From the Build · 10 min · June 15, 2026

How to Make Your Agent 100× Faster and More Accurate in 5 Steps

Most agents are not slow because the model is slow. They are slow because they reason their way through work that a plain tool could have finished in one call, discovering a URL mid-thought, waiting, deciding what to read next, waiting again. The model is doing a search engine's job, a scraper's job, and a database's job, one expensive turn at a time. Speeding that up is not a prompt-tuning problem. It is a structural one.

This is the method we used to fix it: five steps, in order, each one earning the next. The running example is a research agent we run in production. The diagrams below are from its real logs, anonymized, with the numbers rounded.

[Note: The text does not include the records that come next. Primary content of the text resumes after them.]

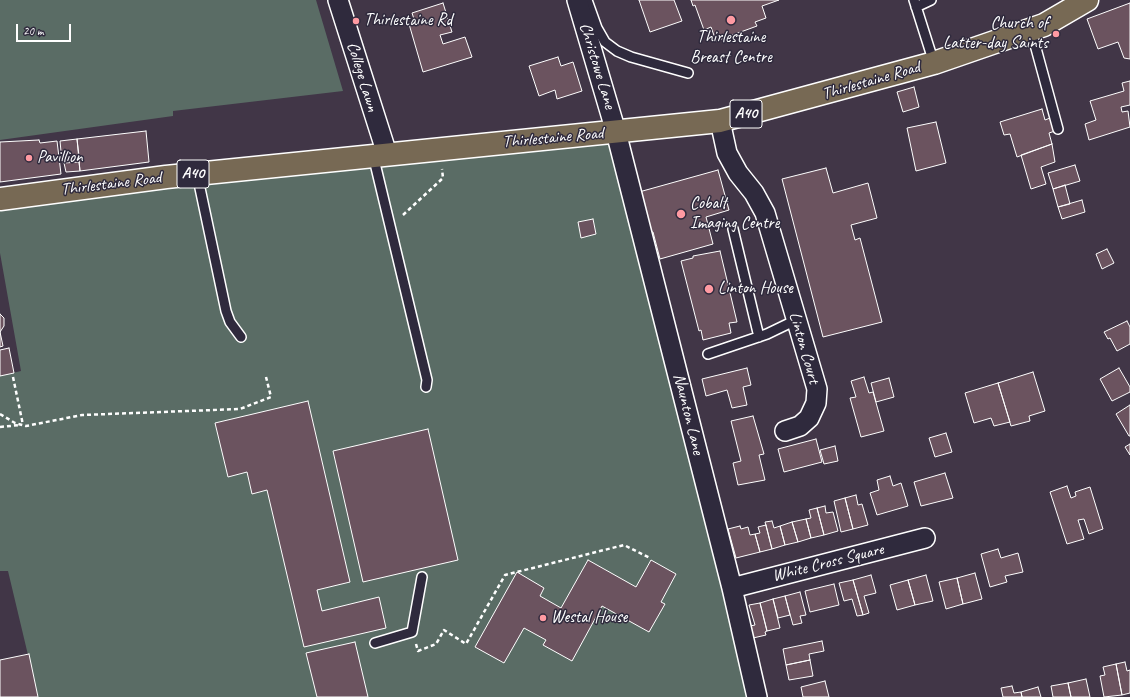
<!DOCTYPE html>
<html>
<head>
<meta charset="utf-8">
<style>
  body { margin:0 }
  #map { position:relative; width:1130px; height:697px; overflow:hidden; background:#413647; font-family:Caveat,sans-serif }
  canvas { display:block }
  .scale { position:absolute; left:16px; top:24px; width:55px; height:18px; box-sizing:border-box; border:2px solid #fff; border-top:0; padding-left:5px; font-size:12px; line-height:14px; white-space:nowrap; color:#fff; -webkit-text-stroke:3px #2f2a3d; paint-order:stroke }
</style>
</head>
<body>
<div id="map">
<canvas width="1130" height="697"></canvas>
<div class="scale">20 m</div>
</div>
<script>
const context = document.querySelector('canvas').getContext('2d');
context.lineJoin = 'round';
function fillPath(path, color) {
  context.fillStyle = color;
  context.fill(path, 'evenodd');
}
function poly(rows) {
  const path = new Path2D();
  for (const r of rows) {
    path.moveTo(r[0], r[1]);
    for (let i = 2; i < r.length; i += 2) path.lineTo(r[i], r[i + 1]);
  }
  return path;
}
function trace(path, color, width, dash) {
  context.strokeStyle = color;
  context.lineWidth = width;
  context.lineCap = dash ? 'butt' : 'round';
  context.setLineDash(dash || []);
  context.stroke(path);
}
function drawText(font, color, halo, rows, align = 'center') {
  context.font = font + ' Caveat,sans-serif';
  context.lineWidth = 3;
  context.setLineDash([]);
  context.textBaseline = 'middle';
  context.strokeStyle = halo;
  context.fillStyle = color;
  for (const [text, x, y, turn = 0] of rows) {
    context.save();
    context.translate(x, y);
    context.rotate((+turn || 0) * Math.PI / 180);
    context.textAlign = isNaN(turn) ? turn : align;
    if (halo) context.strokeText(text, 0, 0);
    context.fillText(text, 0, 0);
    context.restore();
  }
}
const green = poly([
  [0,0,316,0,343,91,173,111,173,116,0,140],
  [616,132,757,697,38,697,8,571,0,571,0,376,21,371,0,253,0,199]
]);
const building = poly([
  [639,0,674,0,682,21,650,32,639,0],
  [691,0,779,0,762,6,766,18,755,22,757,26,716,41,711,27,704,30,695,5,693,6,691,0],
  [443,3,452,32,440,35,443,44,465,37,472,57,423,72,409,24,415,22,412,13,443,3],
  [1130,3,1130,59,1124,58,1118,42,1098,49,1087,19,1130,3],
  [558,57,561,66,573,62,582,91,557,99,555,90,539,96,529,66,558,57],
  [1130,81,1130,105,1121,107,1122,112,1128,111,1130,127,1089,140,1085,124,1096,120,1090,101,1124,91,1122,83,1130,81],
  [914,87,919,107,903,112,897,92,914,87],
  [1042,109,1045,120,1050,118,1055,131,1049,133,1052,144,1017,157,1010,134,1004,135,1000,122,1042,109],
  [936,122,946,163,916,171,907,128,936,122],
  [146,131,149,162,80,171,77,139,146,131],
  [77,139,79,156,73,156,73,161,62,162,60,141,77,139],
  [39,140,40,143,57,141,61,174,0,182,0,142,39,140],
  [1052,144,1055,162,1041,167,1046,184,1031,189,1021,155,1052,144],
  [79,162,80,171,66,172,64,163,79,162],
  [1075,165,1080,181,1053,189,1048,173,1075,165],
  [826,168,833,193,868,183,877,218,851,225,855,240,860,238,882,322,823,337,782,179,826,168],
  [718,170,729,210,706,217,713,244,660,259,653,232,650,232,639,192,718,170],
  [1065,185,1070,204,1058,207,1053,189,1065,185],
  [1082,200,1085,212,1062,219,1058,207,1082,200],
  [593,219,596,234,581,238,578,222,593,219],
  [1107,249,1114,263,1102,269,1096,254,1107,249],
  [720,251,737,322,729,323,731,333,703,340,701,330,699,331,681,261,693,258,693,256,720,251],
  [0,314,4,318,4,326,0,332,3,346,0,347,0,314],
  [1127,321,1130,327,1130,344,1117,351,1110,338,1108,339,1104,332,1127,321],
  [9,348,14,373,0,376,0,350,9,348],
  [747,368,751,385,743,387,747,405,732,408,727,390,706,396,702,379,747,368],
  [1119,368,1130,387,1130,392,1112,401,1100,379,1119,368],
  [1033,372,1045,411,1029,416,1030,421,1011,426,998,383,1033,372],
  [864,377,869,393,873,392,884,431,861,437,850,398,856,397,851,381,864,377],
  [889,378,894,397,876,402,871,383,889,378],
  [998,383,1010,422,994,426,991,418,974,423,965,393,998,383],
  [308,401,350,582,317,590,322,611,379,597,386,628,304,647,267,490,252,494,247,472,228,477,215,423,308,401],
  [1130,405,1130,436,1129,436,1116,414,1130,405],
  [753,416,764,454,759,455,765,480,738,485,733,463,741,461,731,421,753,416],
  [428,429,458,560,363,582,333,451,428,429],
  [946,433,952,452,935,457,929,438,946,433],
  [816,439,822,462,784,472,778,449,816,439],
  [1130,444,1130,455,1125,447,1130,444],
  [835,446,838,461,824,464,820,450,835,446],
  [945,473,953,498,921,506,914,482,945,473],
  [890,476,893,486,901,483,908,506,877,515,870,493,879,490,877,480,890,476],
  [1067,486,1071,498,1076,496,1075,492,1090,487,1103,529,1089,534,1084,519,1078,520,1084,539,1067,544,1050,492,1067,486],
  [856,495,858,505,862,504,868,525,853,529,845,498,856,495],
  [845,498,853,529,841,532,834,501,845,498],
  [825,506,826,513,833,512,838,531,824,535,817,508,825,506],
  [817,508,824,535,811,538,806,519,811,518,809,510,817,508],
  [806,519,811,538,798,542,792,522,806,519],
  [772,521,774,528,780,526,785,545,772,549,765,522,772,521],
  [792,522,798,542,785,545,780,526,792,522],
  [766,525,772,549,760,552,755,534,760,533,758,527,766,525],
  [740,526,741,529,748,527,750,535,755,534,760,552,736,558,728,529,740,526],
  [998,549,1001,558,1018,553,1023,572,1005,576,1007,582,990,587,981,554,998,549],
  [588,560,636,587,651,560,676,574,661,602,665,604,649,632,602,606,572,661,543,645,546,640,524,628,504,663,475,647,517,572,544,588,540,596,561,608,588,560],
  [975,573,982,599,963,604,957,578,975,573],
  [871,575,876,593,864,596,869,613,863,615,853,580,871,575],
  [926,575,933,601,915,605,908,580,926,575],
  [957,578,963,604,946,609,939,582,957,578],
  [853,580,863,615,857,616,852,599,844,601,839,583,853,580],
  [908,580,915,605,897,610,890,585,908,580],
  [834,584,839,605,810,612,805,591,834,584],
  [800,592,806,615,800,616,802,623,793,625,785,596,800,592],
  [785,596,790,615,778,618,773,599,785,596],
  [773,599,780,628,767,631,760,603,773,599],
  [760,603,767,631,765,632,766,635,753,638,750,626,755,625,749,605,760,603],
  [822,641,824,651,809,654,810,660,786,665,783,649,822,641],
  [355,642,368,697,317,697,306,653,355,642],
  [29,654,38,697,0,697,0,660,29,654],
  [810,660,813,676,789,680,786,665,810,660],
  [1125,662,1127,671,1130,670,1130,693,1122,695,1116,664,1125,662],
  [1116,664,1122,695,1104,697,1100,676,1105,675,1103,667,1116,664],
  [1086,679,1090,697,1071,697,1068,683,1086,679],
  [825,681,829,697,803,697,801,687,825,681],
  [1068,683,1071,697,1053,697,1051,686,1068,683],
  [1012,686,1014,693,1021,692,1022,697,1003,697,1001,688,1012,686],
  [1038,687,1041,697,1022,697,1021,692,1038,687]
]);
const path = poly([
  [403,215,443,178,442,169],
  [13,377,23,425],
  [0,414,15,423,26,426,82,415,240,409,271,397,266,377],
  [0,427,20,425],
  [416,644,418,651,436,644,444,630,466,644,505,575,624,545,650,558]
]);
const service = poly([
  [587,0,597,28,605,42,617,51,631,57,688,73],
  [914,0,934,63],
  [916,7,931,0],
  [1031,30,1058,129],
  [373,155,427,380,426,387],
  [197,174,226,311,230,322,241,337],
  [733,229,759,337],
  [708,354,767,334,796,320],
  [375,643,412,632,422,577]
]);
const minor = poly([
  [338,0,387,154],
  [577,0,616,132,732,588,757,697],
  [720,121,727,153,738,173,754,193,765,213,817,389,816,403,809,418,800,426,785,431],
  [732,588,925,538]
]);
const trunk = poly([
  [0,199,166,177,720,121,934,63,1044,25,1087,0]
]);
const markers = [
  [731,20,5,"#ff9aa2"],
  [356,21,4,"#ff9aa2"],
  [1056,34,4,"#ff9aa2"],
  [29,158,4,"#ff9aa2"],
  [681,214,5,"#ff9aa2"],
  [709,289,5,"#ff9aa2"],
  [543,618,4,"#ff9aa2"]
];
const shields = [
  [746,114,32],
  [193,174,32]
];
const shieldNames = [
  ["A40",746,114],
  ["A40",193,174]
];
const poiNames = [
  ["Thirlestaine Rd",364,21],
  ["Church of",1048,24,"right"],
  ["Latter-day Saints",1048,44,"right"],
  ["Thirlestaine",731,38,"center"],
  ["Breast Centre",731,58,"center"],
  ["Pavillion",37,158],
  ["Cobalt",690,204],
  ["Imaging Centre",690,224],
  ["Linton House",718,289],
  ["Westal House",551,618]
];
const streetNames = [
  ["Christowe Lane",597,66,73],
  ["College Lawn",362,77,73],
  ["Thirlestaine Road",871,81,-16],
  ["Thirlestaine Road",553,138,-5],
  ["Thirlestaine Road",111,184,-7],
  ["Linton Court",804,348,74],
  ["Naunton Lane",688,414,76],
  ["White Cross Square",828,563,-14]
];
fillPath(green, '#5a6c65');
fillPath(building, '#6b535f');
trace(building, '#fff', 1);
trace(service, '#fff', 12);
trace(minor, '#fff', 22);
trace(trunk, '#fff', 25);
trace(path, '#fff', 2.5, [4, 3]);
trace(service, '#2f2a3d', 9);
trace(minor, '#2f2a3d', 19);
trace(trunk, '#776954', 22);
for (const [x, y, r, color] of markers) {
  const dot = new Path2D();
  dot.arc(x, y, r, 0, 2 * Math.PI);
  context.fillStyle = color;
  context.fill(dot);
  trace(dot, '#2f2a3d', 1.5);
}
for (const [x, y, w] of shields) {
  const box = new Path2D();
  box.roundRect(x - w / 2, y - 14, w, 28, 3);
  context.fillStyle = '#2f2a3d';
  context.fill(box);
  trace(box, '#fff', 1);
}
drawText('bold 16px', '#fff', null, shieldNames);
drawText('17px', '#fff', '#2f2a3d', poiNames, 'left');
drawText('17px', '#fff', '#2f2a3d', streetNames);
</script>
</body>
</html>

Treat the "100×" as a statement about magnitude, not a benchmark: on this particular agent the median run fell from about 336 seconds to roughly 53, a little over six times faster, and accuracy went up, not down. The multiple you get is yours to measure. The reasoning behind it is the part that transfers.

This is for an agent you already have and already find too slow, not a greenfield design. And one sentence runs through all five steps: most of the time you don't need an LLM, you need a better tool, and the tool is usually faster and cheaper at the same time.

Step 1: Aggregate the logs and actually read them

What to check. Pull every production run of the agent into one place. Not a sample, all of them. Lay each run out call by call: what it called, in what order, how long each call took, and how long it spent thinking between calls. Then aggregate across runs: median duration, where the time goes, how many calls are redundant, how many simply fail.

What you find. You cannot optimize what you have never looked at, and the aggregate is always more damning than your memory of any single run. Across a few dozen of ours the picture was not subtle: more than half of the wall-clock was input/output wait between sequential rounds, a large share of calls returned nothing usable (login walls, dead URLs, empty results), and the single biggest block of time was the model composing its entire output in one pass at the very end. Almost none of the slowness was "thinking."

What to do. Build the aggregate view before you touch anything. Rank the runs by duration and read the slowest one next to the fastest. The gap between them is your real opportunity, and it is almost never the model. It is structure: too many sequential rounds, calls that should never have fired, and one giant write bolted onto the end.

Before you optimize a single call, count them. Half your latency is usually work that never needed to happen.

Step 2: Draw the dependency graph, and look for the human flow

What to check. Take one representative run and map what truly depends on what. For every call, ask: did this need the result of an earlier call, or did it only happen after it by accident of how the model planned? Mark the hard dependencies. Mark the human-in-the-loop gates separately. Those are real waits, but they are not compute.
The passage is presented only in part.